Starting with the line that contains "Please mark the" and ending with the final line of the data below, print those lines exactly and nothing else.

─── Given data

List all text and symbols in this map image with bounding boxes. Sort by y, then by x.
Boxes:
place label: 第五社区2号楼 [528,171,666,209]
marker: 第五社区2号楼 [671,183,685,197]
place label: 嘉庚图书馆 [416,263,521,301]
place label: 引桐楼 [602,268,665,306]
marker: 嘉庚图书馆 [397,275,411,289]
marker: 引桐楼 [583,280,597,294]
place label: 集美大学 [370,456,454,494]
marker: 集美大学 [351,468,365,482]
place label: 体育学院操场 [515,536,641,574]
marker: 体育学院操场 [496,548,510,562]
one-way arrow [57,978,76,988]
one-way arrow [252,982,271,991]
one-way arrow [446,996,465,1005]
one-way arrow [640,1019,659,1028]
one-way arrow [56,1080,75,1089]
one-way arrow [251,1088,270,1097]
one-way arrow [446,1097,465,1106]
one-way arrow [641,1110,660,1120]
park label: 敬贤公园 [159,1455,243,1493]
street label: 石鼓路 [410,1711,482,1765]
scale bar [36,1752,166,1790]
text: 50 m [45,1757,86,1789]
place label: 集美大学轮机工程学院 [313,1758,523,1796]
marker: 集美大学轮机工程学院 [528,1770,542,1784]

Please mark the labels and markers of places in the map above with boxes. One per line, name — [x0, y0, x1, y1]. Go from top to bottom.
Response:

──────

**Solution for this task:**
Please mark the labels and markers of places in the map above with boxes. One per line, name — [x0, y0, x1, y1]. Go from top to bottom.
Response:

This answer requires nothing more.